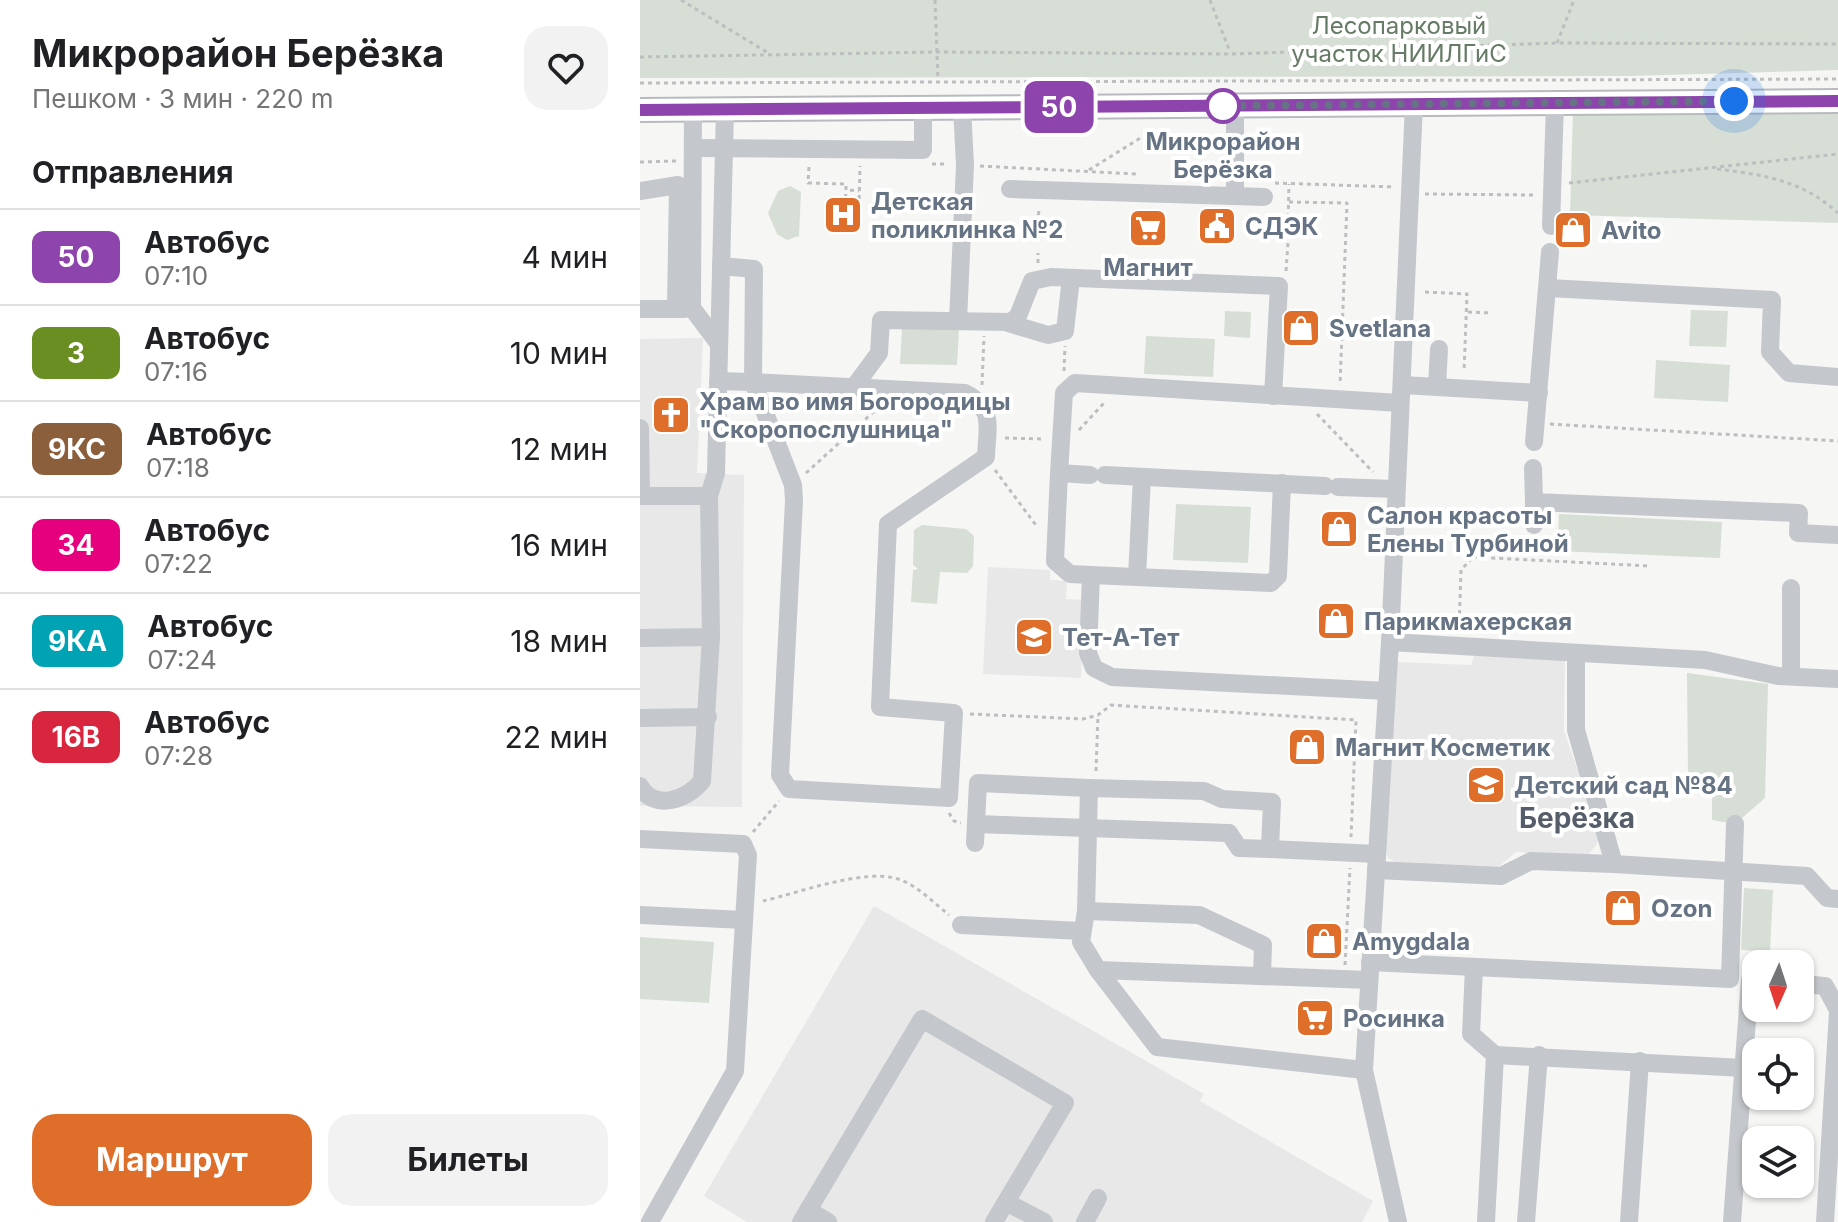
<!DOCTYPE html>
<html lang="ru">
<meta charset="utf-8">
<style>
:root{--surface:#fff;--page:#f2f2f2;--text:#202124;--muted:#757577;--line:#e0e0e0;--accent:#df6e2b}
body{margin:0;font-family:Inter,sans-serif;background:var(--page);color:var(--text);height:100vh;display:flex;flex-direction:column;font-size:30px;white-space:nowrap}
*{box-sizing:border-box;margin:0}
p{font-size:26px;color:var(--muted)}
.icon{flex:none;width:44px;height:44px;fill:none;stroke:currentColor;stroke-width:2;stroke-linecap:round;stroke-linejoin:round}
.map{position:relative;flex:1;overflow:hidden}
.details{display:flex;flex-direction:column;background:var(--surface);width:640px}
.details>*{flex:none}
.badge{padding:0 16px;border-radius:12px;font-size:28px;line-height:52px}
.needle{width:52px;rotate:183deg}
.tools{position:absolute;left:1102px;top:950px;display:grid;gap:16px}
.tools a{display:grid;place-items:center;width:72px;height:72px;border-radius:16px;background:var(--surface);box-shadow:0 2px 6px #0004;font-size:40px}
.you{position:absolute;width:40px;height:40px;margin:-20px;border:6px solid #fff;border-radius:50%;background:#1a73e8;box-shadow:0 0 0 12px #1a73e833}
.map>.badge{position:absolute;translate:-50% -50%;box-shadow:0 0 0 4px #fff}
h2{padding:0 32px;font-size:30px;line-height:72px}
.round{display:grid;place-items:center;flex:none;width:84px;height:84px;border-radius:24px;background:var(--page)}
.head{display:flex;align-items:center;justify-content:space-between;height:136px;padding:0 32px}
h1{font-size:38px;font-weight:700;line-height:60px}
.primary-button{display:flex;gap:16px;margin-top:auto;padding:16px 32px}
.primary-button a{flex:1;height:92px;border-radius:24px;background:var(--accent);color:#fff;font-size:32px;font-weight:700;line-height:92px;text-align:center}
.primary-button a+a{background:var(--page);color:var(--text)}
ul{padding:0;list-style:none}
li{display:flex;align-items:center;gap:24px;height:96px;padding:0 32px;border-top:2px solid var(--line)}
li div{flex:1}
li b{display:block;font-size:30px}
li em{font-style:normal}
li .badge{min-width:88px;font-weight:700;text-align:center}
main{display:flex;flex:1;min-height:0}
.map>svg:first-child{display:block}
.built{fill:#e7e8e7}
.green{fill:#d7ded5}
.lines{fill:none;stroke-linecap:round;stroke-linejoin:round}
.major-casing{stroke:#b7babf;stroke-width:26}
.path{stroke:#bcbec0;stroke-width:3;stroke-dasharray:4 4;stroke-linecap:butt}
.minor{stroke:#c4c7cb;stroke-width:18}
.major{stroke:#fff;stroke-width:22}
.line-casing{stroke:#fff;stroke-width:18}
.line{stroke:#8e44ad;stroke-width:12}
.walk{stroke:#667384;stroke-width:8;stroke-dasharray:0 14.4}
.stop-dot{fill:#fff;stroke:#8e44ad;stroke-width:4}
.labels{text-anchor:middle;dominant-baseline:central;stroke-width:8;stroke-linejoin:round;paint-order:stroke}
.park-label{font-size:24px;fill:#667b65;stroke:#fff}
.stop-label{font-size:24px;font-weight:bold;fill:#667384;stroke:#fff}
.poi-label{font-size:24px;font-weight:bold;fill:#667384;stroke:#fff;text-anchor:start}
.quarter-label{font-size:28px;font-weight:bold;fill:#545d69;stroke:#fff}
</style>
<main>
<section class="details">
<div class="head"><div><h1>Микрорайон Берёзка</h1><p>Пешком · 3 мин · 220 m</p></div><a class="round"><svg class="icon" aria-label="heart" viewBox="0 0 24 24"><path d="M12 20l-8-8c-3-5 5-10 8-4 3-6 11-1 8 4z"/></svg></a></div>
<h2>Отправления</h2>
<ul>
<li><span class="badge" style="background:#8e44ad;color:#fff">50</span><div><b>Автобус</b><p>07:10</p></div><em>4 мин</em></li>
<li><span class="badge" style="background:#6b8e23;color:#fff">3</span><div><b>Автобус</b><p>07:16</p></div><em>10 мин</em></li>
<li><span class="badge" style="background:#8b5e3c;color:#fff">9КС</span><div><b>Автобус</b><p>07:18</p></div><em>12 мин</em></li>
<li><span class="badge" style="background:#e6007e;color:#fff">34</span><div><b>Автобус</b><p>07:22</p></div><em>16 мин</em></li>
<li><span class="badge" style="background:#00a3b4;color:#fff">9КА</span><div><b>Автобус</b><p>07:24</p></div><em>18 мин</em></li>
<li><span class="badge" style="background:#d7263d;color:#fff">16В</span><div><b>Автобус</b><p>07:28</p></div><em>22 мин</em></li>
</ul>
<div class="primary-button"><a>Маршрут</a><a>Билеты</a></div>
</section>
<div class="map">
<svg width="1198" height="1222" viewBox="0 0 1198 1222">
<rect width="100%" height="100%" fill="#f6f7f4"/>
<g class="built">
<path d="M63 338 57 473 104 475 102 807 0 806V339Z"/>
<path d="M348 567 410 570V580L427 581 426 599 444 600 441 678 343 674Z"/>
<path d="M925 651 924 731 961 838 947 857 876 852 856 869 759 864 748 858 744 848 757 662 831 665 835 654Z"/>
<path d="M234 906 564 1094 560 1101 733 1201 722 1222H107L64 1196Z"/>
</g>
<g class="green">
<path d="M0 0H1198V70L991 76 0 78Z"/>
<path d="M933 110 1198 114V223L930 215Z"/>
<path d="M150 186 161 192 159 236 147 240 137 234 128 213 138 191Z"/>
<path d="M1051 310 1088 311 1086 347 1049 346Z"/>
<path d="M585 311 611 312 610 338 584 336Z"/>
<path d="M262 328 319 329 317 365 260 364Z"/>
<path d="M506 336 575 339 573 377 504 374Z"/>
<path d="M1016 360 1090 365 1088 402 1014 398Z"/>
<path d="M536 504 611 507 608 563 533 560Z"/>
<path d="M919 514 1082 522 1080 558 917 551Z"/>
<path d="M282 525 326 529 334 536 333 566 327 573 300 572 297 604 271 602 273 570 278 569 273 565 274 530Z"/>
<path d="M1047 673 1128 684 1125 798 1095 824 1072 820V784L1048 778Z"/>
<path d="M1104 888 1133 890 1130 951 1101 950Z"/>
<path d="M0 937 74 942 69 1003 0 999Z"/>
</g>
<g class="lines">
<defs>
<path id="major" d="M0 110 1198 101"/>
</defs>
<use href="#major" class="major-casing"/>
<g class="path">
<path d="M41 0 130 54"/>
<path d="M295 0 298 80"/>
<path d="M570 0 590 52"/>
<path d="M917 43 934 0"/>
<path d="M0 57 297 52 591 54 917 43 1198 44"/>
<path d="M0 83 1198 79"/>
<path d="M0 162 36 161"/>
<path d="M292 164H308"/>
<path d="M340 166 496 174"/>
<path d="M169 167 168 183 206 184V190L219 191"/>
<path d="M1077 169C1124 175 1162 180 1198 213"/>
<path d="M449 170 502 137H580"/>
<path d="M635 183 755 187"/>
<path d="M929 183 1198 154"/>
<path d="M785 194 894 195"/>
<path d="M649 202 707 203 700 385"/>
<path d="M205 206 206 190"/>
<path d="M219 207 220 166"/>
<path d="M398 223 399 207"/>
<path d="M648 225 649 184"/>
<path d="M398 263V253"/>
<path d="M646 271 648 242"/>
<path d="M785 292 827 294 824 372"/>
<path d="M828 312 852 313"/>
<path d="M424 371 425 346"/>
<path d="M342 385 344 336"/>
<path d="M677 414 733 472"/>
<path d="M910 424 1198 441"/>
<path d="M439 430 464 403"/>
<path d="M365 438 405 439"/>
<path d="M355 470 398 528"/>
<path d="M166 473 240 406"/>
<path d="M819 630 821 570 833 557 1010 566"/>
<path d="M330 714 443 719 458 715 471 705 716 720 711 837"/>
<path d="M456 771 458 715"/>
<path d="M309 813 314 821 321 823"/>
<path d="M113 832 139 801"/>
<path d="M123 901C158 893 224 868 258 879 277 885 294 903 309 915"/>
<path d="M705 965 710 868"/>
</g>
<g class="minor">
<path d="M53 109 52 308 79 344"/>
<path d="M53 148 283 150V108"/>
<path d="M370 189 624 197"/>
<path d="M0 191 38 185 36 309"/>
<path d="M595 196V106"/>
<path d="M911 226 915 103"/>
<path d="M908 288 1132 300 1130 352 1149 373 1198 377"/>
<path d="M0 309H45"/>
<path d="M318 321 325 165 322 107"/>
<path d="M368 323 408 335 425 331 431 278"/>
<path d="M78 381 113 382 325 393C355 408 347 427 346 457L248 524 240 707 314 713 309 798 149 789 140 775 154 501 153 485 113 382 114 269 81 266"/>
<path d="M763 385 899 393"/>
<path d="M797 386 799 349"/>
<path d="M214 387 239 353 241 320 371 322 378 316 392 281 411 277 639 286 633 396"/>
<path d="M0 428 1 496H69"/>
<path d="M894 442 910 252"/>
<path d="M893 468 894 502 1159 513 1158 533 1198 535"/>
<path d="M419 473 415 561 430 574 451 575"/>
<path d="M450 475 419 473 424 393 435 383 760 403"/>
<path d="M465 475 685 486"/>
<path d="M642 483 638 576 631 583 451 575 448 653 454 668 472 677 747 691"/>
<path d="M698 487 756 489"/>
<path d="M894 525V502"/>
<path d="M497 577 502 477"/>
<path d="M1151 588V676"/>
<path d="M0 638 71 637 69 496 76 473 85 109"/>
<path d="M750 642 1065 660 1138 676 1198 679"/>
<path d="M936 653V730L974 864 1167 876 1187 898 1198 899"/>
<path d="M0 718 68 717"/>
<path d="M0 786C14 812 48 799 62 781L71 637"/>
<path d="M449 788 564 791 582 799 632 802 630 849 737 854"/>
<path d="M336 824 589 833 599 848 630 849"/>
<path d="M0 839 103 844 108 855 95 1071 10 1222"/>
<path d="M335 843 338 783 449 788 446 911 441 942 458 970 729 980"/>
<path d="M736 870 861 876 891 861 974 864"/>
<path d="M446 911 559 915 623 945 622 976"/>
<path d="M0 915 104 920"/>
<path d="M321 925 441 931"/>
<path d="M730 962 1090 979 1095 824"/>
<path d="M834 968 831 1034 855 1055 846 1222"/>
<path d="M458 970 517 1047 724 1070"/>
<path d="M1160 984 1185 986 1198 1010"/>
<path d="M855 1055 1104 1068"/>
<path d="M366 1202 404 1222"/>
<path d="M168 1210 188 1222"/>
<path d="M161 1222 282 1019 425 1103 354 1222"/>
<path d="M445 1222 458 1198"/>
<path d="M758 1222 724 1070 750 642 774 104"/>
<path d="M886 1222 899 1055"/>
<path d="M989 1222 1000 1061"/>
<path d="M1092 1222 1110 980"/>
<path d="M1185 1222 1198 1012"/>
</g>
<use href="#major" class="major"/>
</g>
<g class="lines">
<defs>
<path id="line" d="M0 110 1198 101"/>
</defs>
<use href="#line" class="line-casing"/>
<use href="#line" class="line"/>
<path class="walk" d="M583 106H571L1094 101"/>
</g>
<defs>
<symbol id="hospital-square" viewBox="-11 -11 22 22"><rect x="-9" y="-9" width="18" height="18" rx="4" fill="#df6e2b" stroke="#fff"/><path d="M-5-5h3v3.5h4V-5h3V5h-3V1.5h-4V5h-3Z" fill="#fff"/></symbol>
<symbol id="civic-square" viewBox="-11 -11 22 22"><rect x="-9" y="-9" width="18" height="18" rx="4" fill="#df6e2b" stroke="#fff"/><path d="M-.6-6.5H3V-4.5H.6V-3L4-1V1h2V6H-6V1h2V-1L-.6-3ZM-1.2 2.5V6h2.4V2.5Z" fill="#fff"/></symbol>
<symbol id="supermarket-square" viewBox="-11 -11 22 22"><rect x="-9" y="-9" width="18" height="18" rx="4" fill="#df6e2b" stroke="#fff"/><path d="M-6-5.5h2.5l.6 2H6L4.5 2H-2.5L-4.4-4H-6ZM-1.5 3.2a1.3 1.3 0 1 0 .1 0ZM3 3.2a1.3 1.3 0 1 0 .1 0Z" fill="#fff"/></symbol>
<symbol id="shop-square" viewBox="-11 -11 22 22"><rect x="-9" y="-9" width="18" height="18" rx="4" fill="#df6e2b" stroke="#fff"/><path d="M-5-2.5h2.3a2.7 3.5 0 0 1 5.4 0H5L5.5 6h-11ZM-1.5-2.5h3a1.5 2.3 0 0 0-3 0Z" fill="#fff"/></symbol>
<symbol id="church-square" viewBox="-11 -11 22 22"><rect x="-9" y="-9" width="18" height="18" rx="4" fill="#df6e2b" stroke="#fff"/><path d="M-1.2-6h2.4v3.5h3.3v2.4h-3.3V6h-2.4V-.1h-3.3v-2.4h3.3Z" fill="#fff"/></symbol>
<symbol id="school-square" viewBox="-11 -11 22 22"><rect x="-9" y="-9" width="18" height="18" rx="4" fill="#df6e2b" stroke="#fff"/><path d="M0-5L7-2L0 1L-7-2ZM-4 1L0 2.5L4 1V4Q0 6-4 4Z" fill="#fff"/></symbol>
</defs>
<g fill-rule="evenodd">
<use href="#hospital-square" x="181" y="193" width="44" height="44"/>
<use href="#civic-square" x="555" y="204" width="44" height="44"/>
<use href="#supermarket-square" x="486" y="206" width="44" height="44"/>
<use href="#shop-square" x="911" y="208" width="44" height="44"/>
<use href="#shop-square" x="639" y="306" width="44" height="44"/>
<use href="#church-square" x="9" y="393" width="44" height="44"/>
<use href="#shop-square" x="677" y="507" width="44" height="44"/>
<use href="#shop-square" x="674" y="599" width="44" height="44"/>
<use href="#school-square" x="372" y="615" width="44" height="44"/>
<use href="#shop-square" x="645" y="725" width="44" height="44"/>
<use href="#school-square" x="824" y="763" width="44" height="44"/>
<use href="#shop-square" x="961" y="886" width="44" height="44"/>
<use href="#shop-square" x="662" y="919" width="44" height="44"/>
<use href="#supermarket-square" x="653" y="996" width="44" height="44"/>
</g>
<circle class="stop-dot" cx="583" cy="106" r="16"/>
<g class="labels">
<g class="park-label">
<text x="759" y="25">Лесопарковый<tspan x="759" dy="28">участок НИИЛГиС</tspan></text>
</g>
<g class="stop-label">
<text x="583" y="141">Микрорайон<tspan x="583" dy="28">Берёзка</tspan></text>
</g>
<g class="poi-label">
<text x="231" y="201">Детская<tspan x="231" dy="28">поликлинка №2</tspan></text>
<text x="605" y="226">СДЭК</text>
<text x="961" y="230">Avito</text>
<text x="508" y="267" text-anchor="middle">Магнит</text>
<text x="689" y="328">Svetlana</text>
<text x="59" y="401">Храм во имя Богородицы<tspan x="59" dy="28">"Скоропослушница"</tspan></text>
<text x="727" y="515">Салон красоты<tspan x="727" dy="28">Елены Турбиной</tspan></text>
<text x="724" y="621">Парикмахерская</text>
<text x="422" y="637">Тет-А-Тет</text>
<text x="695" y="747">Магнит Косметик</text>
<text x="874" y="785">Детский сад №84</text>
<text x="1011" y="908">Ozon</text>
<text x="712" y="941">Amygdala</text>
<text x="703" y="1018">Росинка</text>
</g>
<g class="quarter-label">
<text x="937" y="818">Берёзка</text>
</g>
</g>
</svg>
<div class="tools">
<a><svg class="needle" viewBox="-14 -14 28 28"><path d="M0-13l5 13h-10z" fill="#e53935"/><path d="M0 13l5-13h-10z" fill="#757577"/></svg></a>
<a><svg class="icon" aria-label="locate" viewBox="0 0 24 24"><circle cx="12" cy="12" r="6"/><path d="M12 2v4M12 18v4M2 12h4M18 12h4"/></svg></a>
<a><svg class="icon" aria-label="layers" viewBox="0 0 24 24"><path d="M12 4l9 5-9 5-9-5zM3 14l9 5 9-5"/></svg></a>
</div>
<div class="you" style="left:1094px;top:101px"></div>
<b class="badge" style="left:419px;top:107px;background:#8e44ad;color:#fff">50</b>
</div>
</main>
• • • • •
• **TASK TO CARRY OUT**
Your task is to copy every line of the entries that contains the string "details".

• **SOLUTION**
.details{display:flex;flex-direction:column;background:var(--surface);width:640px}
.details>*{flex:none}
<section class="details">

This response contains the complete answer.